→ **Data supplied**:
-------------------------

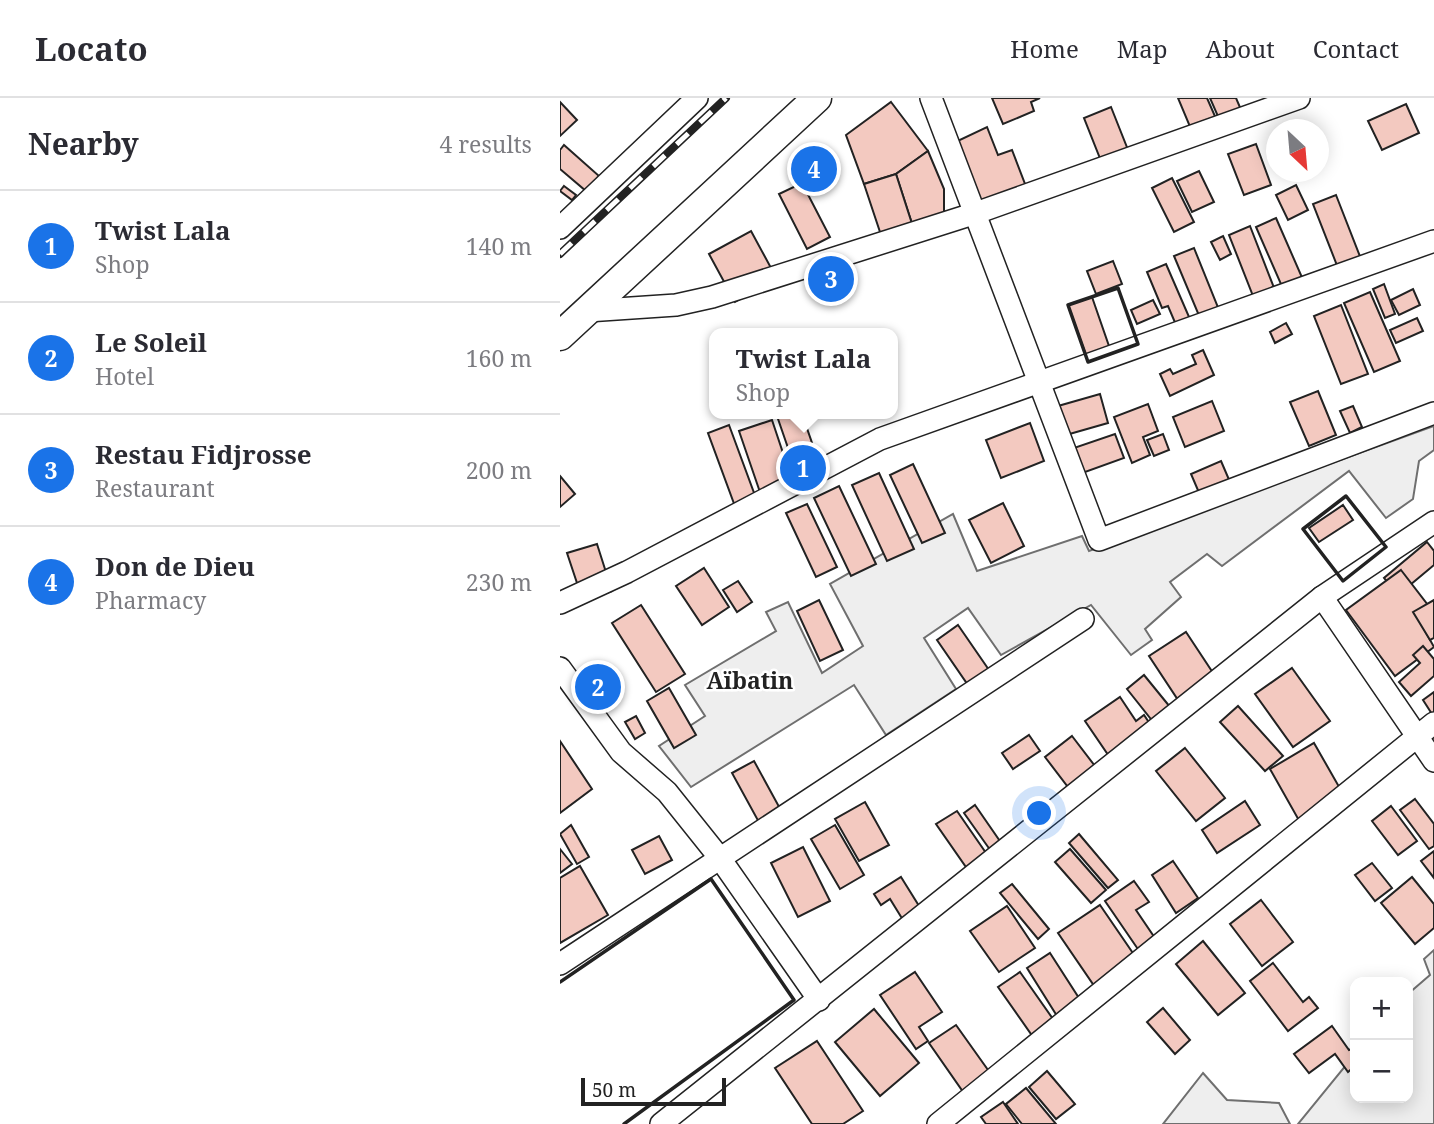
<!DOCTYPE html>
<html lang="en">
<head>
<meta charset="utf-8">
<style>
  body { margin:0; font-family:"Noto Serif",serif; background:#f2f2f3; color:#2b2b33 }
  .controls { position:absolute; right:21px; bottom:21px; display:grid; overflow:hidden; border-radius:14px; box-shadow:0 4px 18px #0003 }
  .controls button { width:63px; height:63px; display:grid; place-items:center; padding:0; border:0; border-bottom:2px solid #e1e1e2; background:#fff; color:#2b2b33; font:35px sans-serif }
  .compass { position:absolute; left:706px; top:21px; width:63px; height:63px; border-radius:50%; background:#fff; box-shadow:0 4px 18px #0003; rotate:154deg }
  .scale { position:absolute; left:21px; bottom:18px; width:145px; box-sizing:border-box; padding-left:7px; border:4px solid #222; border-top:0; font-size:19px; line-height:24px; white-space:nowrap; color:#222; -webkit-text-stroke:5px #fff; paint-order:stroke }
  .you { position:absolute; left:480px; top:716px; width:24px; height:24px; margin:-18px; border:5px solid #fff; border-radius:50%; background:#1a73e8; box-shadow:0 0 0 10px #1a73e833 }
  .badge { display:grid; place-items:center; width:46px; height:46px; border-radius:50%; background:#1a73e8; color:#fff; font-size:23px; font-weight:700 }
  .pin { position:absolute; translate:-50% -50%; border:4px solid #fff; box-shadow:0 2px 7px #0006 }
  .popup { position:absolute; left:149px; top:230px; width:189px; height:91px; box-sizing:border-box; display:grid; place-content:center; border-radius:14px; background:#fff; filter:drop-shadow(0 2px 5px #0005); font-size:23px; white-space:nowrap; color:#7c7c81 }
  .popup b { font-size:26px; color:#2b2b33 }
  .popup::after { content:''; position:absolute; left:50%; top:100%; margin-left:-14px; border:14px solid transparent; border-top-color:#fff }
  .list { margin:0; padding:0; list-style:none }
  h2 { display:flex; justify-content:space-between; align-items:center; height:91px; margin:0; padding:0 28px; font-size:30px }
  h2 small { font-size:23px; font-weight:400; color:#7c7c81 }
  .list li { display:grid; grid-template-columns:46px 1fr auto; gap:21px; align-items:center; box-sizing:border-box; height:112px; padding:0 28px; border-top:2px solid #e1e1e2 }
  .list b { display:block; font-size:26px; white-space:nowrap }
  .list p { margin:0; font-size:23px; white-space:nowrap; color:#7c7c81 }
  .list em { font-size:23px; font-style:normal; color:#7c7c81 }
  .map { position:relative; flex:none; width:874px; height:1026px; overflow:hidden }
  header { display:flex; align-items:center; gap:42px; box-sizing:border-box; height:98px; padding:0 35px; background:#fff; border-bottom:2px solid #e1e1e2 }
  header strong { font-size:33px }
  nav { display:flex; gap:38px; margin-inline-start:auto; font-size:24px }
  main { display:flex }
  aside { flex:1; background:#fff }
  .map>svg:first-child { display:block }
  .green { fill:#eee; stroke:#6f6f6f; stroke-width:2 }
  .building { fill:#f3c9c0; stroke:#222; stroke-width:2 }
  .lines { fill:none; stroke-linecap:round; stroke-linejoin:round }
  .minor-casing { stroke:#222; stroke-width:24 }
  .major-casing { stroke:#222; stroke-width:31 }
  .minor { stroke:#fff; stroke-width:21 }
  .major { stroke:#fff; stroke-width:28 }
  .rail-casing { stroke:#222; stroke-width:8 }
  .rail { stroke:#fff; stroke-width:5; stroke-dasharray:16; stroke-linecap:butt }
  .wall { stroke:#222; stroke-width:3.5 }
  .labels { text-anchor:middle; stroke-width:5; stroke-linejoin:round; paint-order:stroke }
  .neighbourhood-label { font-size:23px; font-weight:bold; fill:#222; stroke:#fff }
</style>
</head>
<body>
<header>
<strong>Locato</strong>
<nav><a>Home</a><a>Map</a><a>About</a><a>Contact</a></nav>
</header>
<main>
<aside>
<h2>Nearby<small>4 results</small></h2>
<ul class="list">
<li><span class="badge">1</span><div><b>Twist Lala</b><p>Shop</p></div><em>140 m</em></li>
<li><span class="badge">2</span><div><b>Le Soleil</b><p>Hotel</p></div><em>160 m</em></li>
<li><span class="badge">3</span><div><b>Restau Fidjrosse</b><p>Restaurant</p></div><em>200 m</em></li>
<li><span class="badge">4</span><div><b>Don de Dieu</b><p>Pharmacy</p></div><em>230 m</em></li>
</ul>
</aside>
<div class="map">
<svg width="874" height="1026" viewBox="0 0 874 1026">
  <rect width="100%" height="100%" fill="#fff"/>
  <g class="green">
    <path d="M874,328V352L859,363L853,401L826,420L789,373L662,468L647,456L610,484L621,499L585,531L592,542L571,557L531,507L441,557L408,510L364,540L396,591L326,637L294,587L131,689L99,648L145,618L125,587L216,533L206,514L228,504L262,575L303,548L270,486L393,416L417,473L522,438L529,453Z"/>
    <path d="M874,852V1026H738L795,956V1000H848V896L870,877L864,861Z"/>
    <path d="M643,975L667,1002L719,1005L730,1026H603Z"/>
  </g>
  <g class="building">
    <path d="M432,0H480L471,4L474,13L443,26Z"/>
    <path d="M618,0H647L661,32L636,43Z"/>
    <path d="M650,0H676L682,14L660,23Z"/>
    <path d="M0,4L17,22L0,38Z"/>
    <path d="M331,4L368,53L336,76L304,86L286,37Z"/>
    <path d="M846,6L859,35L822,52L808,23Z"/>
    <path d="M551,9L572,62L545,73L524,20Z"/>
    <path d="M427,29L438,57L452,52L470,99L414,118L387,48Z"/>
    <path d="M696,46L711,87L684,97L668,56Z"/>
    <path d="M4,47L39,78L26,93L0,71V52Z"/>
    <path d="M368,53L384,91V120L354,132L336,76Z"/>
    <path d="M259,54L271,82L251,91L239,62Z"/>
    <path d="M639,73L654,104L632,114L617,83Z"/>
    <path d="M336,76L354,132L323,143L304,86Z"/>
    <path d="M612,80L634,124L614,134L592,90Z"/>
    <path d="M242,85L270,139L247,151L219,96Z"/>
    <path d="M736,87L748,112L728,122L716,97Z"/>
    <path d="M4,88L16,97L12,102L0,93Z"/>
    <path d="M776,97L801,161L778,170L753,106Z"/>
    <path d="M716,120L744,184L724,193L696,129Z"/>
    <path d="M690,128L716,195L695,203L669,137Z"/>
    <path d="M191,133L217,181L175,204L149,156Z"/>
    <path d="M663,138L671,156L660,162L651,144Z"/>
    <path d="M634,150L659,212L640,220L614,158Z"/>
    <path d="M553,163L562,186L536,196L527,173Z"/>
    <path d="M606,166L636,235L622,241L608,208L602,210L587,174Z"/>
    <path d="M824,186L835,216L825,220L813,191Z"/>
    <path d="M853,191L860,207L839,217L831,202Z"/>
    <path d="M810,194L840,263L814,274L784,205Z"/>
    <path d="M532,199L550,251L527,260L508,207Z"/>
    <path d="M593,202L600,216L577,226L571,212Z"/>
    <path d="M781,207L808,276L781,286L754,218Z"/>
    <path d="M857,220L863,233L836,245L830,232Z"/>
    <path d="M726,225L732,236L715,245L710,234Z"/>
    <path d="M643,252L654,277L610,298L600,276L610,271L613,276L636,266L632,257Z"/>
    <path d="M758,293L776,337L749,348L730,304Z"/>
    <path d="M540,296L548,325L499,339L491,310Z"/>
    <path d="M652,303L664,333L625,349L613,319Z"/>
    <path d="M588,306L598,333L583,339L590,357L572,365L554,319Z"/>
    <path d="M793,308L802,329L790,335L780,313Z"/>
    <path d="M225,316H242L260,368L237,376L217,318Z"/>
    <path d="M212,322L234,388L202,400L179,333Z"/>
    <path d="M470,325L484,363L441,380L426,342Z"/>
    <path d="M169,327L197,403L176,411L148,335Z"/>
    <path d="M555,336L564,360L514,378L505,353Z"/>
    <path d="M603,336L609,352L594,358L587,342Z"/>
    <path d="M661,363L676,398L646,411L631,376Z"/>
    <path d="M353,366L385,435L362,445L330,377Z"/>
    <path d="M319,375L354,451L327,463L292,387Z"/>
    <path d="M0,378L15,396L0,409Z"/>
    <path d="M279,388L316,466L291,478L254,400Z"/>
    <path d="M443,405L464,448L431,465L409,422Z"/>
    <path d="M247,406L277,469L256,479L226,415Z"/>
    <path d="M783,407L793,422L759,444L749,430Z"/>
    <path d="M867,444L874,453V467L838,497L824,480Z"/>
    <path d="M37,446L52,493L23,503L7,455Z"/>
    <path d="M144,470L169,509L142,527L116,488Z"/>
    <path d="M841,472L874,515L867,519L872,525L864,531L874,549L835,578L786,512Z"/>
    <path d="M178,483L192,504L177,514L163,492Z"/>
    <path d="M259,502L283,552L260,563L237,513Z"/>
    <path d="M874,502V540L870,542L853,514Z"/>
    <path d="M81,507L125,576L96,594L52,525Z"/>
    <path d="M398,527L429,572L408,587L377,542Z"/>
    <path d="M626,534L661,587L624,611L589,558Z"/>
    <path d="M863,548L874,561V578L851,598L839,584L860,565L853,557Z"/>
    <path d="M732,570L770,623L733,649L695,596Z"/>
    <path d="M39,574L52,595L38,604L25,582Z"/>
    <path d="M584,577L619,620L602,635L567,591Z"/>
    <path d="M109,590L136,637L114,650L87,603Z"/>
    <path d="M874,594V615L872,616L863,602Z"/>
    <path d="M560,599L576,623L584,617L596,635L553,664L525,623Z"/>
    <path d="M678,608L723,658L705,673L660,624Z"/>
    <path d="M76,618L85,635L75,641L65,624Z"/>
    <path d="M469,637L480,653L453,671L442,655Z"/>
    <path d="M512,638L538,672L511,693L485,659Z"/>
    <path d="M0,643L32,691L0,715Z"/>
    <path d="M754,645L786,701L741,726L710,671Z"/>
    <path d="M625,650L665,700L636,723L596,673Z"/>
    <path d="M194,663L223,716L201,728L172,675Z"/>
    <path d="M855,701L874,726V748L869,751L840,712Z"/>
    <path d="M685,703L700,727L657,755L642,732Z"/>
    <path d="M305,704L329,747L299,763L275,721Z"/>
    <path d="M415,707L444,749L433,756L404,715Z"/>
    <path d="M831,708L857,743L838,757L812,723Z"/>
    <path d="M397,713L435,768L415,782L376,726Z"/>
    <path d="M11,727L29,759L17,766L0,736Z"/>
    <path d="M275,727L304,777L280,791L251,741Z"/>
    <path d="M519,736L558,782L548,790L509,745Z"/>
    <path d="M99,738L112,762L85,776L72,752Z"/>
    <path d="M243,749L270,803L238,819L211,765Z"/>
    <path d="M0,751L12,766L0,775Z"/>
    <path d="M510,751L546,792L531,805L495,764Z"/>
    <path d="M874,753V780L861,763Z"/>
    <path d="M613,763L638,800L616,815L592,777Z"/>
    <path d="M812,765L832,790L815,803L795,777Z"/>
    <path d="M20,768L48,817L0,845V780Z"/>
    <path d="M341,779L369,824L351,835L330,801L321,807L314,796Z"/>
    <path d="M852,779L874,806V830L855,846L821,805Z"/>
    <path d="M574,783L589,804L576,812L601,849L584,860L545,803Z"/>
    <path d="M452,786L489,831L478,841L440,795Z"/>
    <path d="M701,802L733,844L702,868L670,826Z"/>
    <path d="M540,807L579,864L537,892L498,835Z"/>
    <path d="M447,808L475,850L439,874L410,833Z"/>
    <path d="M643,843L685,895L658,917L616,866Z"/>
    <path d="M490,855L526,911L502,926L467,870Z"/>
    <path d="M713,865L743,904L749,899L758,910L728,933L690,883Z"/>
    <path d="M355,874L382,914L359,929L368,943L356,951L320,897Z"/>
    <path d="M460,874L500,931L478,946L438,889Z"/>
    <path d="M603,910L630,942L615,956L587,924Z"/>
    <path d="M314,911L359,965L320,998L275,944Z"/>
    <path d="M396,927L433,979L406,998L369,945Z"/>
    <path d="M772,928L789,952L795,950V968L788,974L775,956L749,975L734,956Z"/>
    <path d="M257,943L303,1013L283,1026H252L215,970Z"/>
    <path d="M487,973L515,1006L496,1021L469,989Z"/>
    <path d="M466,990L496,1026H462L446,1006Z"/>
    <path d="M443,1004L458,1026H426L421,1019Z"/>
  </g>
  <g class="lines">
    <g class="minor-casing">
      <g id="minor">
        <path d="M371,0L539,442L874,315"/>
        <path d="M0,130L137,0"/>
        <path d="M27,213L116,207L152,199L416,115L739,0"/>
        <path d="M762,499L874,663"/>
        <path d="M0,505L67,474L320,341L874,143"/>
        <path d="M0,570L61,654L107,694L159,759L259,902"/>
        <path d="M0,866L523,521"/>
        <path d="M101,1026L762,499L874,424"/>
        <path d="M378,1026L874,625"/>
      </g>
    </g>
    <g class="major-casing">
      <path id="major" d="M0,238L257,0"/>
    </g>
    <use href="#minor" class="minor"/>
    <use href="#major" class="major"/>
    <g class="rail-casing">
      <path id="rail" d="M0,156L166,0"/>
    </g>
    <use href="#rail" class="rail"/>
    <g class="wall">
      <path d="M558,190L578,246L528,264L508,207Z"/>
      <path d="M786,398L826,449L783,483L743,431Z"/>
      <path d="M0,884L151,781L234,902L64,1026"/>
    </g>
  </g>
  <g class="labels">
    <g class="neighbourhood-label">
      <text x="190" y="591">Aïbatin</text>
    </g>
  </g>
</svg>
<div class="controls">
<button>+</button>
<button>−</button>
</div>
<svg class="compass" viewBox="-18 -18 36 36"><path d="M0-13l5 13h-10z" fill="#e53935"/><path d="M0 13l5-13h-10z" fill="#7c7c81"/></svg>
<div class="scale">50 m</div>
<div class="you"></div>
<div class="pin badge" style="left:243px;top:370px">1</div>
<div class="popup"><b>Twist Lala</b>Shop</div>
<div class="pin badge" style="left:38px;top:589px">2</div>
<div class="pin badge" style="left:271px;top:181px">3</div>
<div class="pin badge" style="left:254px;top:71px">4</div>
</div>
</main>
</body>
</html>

-------------------------

→ **Exercise description**: Repeat the data verbatim through the "display:grid; place-items:center; width:46px;" line, no pictures.

→ **Result**:
<!DOCTYPE html>
<html lang="en">
<head>
<meta charset="utf-8">
<style>
  body { margin:0; font-family:"Noto Serif",serif; background:#f2f2f3; color:#2b2b33 }
  .controls { position:absolute; right:21px; bottom:21px; display:grid; overflow:hidden; border-radius:14px; box-shadow:0 4px 18px #0003 }
  .controls button { width:63px; height:63px; display:grid; place-items:center; padding:0; border:0; border-bottom:2px solid #e1e1e2; background:#fff; color:#2b2b33; font:35px sans-serif }
  .compass { position:absolute; left:706px; top:21px; width:63px; height:63px; border-radius:50%; background:#fff; box-shadow:0 4px 18px #0003; rotate:154deg }
  .scale { position:absolute; left:21px; bottom:18px; width:145px; box-sizing:border-box; padding-left:7px; border:4px solid #222; border-top:0; font-size:19px; line-height:24px; white-space:nowrap; color:#222; -webkit-text-stroke:5px #fff; paint-order:stroke }
  .you { position:absolute; left:480px; top:716px; width:24px; height:24px; margin:-18px; border:5px solid #fff; border-radius:50%; background:#1a73e8; box-shadow:0 0 0 10px #1a73e833 }
  .badge { display:grid; place-items:center; width:46px; height:46px; border-radius:50%; background:#1a73e8; color:#fff; font-size:23px; font-weight:700 }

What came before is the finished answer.